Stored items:
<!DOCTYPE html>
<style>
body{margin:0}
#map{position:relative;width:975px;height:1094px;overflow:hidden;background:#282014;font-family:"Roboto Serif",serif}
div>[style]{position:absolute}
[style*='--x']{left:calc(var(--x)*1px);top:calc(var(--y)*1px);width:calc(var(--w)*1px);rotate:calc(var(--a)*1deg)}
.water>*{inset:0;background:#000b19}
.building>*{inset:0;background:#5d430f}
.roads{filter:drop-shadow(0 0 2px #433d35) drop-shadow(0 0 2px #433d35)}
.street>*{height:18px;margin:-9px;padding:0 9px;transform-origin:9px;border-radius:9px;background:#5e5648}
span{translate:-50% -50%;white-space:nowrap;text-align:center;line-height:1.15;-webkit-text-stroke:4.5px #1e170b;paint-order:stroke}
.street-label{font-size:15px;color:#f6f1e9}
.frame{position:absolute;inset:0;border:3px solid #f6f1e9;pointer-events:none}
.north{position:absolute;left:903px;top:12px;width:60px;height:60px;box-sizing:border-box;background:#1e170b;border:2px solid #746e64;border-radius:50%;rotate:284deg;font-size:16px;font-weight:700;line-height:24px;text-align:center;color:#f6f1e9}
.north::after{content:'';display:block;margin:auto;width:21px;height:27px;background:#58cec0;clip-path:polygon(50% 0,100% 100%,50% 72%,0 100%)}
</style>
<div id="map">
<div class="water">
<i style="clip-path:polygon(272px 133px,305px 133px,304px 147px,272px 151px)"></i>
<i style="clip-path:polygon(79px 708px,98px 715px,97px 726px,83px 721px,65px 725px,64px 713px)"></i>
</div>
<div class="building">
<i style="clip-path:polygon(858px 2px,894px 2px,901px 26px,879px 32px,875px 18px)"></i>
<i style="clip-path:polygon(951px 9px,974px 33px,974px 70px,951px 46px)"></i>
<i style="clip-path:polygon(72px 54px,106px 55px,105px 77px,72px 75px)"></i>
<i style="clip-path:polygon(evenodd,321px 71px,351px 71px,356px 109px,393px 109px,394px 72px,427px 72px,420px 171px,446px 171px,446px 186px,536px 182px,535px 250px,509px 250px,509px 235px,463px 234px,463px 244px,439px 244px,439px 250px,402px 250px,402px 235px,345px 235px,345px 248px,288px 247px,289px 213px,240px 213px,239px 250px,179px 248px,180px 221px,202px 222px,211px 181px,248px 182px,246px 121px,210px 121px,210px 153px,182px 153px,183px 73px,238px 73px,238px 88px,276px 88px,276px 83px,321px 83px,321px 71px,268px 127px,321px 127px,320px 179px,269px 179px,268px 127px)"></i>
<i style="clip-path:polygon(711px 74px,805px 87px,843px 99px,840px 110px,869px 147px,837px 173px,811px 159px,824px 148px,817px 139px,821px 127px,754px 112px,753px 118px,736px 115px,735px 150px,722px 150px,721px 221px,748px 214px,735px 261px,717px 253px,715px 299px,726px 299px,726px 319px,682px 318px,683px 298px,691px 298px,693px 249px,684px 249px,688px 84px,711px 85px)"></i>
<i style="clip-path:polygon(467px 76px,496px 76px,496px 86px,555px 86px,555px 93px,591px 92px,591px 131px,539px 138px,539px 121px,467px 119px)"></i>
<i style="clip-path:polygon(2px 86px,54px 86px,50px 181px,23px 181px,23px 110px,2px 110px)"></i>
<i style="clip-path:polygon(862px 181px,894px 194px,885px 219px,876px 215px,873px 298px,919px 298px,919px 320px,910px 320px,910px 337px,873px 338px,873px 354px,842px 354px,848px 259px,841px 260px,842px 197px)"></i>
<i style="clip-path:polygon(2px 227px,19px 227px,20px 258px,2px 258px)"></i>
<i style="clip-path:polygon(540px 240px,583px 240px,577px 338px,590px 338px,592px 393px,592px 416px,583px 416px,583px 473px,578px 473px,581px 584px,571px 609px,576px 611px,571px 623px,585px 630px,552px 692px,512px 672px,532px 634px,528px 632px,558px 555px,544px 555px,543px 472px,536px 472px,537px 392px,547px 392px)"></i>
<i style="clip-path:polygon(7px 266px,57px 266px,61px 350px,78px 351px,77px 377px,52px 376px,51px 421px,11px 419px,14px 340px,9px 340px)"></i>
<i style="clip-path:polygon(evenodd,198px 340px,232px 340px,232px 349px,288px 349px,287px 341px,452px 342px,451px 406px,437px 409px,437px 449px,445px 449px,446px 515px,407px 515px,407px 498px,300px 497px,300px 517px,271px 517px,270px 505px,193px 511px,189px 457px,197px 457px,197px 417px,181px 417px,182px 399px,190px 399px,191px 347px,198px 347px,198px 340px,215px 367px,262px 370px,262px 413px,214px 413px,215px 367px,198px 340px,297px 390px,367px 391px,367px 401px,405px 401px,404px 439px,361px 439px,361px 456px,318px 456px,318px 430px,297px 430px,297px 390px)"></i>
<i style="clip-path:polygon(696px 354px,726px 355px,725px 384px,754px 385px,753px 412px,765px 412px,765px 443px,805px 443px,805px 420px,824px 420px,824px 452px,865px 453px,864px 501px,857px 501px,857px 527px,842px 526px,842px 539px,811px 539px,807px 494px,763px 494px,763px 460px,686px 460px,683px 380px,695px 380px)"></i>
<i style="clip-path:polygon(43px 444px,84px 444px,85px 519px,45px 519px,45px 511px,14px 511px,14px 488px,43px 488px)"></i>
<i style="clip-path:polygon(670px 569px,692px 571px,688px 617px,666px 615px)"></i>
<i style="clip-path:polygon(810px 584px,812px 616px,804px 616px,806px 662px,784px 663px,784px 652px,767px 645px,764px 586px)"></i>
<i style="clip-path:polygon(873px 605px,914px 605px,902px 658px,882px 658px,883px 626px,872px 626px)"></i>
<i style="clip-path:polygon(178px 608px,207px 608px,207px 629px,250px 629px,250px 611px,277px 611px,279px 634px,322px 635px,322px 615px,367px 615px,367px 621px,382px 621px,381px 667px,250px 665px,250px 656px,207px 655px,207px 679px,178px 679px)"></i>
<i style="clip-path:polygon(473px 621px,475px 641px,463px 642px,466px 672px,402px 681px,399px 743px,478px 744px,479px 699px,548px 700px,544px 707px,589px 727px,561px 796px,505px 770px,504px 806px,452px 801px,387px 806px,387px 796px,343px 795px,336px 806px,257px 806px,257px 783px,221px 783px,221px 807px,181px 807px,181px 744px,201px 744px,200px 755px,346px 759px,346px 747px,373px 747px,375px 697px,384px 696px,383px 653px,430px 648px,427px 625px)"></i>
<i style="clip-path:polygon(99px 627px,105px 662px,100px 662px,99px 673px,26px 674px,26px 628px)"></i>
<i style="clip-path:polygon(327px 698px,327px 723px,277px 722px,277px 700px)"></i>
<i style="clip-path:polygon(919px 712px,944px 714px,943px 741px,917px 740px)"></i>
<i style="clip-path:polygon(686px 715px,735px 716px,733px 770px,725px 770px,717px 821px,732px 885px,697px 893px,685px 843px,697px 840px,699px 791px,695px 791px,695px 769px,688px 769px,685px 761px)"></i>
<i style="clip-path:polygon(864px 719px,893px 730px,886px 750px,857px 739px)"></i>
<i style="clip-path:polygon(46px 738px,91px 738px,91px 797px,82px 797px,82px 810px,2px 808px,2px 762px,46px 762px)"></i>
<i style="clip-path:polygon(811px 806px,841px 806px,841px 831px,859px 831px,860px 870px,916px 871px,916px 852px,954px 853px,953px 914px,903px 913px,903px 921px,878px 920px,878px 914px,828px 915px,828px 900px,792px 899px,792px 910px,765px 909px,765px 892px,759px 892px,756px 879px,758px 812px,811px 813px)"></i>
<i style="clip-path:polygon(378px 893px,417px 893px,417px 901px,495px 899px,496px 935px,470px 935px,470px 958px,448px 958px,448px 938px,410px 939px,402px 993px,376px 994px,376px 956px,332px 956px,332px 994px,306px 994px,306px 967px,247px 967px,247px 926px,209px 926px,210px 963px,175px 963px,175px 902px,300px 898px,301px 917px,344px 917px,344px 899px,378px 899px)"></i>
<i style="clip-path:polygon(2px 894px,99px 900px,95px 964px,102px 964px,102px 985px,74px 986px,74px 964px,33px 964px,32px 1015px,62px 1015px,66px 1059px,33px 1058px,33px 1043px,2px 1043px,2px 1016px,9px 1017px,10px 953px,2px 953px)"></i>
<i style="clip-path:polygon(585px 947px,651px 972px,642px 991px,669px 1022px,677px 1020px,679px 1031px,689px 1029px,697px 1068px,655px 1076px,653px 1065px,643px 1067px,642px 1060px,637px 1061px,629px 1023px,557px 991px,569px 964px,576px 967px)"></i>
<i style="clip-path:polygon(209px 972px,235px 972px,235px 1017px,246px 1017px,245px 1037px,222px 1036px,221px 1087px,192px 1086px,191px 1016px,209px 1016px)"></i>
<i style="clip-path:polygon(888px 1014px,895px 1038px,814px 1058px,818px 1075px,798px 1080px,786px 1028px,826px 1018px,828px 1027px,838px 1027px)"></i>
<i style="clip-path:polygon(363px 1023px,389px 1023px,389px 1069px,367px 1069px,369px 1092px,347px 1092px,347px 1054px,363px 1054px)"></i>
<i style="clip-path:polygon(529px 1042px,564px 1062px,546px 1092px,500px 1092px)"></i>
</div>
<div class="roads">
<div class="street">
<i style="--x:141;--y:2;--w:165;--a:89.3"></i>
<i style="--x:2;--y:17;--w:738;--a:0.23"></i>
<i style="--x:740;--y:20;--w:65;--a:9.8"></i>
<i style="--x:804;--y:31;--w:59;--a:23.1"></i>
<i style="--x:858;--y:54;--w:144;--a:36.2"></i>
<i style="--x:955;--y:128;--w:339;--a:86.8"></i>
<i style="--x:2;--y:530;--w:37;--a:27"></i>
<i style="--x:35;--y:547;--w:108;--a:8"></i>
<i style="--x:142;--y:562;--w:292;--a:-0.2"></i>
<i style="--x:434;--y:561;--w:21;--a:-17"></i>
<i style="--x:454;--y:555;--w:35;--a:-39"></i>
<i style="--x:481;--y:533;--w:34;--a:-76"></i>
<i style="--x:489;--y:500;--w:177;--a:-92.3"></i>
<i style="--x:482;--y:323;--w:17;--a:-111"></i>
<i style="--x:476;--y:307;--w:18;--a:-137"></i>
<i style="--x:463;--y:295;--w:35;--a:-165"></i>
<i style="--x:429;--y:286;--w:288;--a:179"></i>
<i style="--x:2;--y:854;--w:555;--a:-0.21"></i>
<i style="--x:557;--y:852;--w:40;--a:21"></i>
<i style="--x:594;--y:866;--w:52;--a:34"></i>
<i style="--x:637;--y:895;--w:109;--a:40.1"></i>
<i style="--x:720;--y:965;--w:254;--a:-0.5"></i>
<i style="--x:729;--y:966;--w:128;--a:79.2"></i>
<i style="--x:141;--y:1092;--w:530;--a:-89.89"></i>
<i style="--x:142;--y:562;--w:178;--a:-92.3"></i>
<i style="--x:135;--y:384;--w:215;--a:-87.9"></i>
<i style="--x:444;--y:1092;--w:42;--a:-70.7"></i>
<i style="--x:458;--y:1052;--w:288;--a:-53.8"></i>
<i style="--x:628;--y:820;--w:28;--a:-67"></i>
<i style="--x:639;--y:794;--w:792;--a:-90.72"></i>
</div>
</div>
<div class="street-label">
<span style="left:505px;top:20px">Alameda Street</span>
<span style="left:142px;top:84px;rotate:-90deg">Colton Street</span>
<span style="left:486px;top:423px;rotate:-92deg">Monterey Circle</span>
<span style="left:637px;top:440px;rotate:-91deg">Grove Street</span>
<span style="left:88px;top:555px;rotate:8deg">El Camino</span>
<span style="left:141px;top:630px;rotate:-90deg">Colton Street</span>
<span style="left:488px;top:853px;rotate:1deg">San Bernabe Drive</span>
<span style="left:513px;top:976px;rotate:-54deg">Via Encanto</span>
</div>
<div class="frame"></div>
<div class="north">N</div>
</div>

_EXERCISE GOAL:_
Reproduce exactly the lines from the beginning of the entries above up to and including the line that contains "2px #433d35) drop-shadow(0".

_RESPONSE:_
<!DOCTYPE html>
<style>
body{margin:0}
#map{position:relative;width:975px;height:1094px;overflow:hidden;background:#282014;font-family:"Roboto Serif",serif}
div>[style]{position:absolute}
[style*='--x']{left:calc(var(--x)*1px);top:calc(var(--y)*1px);width:calc(var(--w)*1px);rotate:calc(var(--a)*1deg)}
.water>*{inset:0;background:#000b19}
.building>*{inset:0;background:#5d430f}
.roads{filter:drop-shadow(0 0 2px #433d35) drop-shadow(0 0 2px #433d35)}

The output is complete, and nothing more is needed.